Wednesday, August 21, 2013

Yale advocacy group declares war on the presumptively innocent accused of sex offenses

Students Against Sexual Violence at Yale have proposed draconian measures against students merely accused of, and not found responsible for, sex offenses.

Regular readers here know that in April 2011, the Department of Education issued a letter telling schools that young men on campus must be found responsible for sex offenses if the evidence tips ever so slightly in favor of the accuser's narrative.

Now, a student group at Yale wants expulsion to be "the standard punishment" for perpetrators of sexual violence.

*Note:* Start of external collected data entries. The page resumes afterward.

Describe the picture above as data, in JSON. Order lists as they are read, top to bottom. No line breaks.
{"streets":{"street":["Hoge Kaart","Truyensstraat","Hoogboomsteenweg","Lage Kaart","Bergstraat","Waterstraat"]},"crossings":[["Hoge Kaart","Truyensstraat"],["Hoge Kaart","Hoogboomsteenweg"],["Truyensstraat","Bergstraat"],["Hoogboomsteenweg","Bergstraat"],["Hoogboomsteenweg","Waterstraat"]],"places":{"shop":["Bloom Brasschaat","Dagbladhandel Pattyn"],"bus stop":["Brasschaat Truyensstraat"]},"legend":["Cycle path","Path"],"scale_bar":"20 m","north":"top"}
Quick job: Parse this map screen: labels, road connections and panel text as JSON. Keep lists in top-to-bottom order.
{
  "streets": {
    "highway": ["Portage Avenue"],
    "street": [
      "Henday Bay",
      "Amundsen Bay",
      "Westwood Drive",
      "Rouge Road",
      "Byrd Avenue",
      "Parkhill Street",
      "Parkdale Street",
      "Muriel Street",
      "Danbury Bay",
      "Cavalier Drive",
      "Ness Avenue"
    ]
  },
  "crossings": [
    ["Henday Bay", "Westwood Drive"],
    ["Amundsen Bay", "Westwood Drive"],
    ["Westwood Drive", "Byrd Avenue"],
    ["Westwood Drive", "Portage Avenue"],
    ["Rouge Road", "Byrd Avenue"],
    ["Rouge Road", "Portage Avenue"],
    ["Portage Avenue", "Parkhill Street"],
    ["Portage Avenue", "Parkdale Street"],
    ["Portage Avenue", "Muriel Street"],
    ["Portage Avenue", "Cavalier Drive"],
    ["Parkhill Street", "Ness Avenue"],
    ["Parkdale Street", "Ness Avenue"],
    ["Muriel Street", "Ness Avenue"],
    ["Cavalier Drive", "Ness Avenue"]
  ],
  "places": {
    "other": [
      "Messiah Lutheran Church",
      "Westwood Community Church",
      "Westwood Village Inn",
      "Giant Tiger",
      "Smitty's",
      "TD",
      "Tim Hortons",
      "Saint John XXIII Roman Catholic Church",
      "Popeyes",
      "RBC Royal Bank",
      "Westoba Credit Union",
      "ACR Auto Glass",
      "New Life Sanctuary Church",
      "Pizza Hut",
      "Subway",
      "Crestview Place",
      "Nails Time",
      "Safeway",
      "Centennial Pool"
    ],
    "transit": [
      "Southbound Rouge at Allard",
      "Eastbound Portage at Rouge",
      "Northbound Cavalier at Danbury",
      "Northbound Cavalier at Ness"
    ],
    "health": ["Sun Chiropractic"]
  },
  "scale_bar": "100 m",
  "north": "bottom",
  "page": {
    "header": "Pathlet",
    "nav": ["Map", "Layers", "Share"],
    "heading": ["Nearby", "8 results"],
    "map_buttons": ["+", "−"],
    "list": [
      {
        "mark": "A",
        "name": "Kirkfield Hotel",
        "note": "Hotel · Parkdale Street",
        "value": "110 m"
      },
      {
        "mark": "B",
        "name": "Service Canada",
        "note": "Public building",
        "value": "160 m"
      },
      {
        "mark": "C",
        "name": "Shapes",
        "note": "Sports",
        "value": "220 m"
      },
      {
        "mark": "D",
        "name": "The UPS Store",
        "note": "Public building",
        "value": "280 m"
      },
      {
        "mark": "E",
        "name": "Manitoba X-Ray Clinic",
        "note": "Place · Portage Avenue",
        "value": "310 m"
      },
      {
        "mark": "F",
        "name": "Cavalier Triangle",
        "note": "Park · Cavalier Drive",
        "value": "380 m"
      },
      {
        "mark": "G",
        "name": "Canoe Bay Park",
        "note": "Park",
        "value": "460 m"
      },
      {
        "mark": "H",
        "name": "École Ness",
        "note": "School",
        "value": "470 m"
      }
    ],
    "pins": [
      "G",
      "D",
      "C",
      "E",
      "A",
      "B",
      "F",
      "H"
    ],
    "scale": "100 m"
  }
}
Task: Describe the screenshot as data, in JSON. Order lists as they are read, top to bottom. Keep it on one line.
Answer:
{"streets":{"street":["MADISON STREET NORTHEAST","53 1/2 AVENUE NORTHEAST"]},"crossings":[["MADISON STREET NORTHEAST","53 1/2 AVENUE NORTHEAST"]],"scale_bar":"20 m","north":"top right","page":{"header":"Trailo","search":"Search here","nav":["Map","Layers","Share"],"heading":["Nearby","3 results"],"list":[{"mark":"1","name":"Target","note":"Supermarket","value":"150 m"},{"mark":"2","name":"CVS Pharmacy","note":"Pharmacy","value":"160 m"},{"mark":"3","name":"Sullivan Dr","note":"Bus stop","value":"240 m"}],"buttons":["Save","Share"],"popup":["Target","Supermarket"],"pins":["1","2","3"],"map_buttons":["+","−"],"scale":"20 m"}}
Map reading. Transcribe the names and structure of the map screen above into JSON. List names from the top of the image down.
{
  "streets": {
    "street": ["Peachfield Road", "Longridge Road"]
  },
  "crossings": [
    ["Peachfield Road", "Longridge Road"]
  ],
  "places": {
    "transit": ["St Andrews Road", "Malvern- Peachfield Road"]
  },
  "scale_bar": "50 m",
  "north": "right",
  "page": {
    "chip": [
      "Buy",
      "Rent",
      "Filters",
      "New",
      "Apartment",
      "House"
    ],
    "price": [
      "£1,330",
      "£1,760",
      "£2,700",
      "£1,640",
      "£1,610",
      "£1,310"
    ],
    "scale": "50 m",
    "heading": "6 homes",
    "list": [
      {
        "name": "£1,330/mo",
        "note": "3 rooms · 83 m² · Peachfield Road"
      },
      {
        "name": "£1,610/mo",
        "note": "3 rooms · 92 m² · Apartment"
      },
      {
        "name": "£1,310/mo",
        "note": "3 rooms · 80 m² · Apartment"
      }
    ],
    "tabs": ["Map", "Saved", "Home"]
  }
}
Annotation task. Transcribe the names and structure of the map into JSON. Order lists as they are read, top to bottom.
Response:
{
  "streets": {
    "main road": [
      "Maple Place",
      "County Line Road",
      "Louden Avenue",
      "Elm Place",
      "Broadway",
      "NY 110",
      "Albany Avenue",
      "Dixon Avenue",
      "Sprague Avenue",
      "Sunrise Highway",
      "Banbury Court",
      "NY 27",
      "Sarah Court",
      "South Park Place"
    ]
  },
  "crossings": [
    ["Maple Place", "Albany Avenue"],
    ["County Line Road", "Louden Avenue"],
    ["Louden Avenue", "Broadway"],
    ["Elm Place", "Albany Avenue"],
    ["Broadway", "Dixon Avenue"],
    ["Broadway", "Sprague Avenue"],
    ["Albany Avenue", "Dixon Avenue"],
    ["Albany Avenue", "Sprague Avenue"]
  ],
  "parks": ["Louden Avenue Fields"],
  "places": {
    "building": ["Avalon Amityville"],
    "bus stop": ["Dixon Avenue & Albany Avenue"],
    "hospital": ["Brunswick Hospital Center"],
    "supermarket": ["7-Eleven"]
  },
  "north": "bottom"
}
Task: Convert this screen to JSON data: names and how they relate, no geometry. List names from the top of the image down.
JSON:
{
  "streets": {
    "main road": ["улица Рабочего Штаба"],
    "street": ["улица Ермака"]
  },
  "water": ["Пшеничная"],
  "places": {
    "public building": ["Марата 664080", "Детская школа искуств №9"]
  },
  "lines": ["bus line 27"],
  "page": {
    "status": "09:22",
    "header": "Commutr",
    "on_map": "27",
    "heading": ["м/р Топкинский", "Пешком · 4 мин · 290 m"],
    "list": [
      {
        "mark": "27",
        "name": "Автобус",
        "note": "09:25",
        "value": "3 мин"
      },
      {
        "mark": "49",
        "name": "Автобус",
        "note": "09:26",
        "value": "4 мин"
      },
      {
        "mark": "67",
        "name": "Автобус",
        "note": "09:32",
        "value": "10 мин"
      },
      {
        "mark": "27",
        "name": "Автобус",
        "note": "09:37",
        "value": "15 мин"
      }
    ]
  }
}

This is wrong for at least two reasons. First, when an accused is stripped of his Constitutional rights in adjudicating his case, as is the norm on American campuses for sex offenses, the punishment imposed after finding him "guilty" should be less than in settings where the accused is afforded the full panoply of due process protections.

Second, the proposal does no favors for rape victims. Where schools mandate extreme punishments for sexual assault, triers of fact are less likely to find guilt in doubtful cases because they know the consequences for the accused are extreme. In A Separate Crime of Reckless Sex, 72 U. Chi. L. Rev. 599, 655-56 (2005), Professors I. Ayres and K. Baker explained:
. . . if the . . . sanction is too strong, there is not likely to be widespread enforcement. . . . attempts to change a norm by severely punishing that which has previously been unaddressed or underenforced are often unsuccessful.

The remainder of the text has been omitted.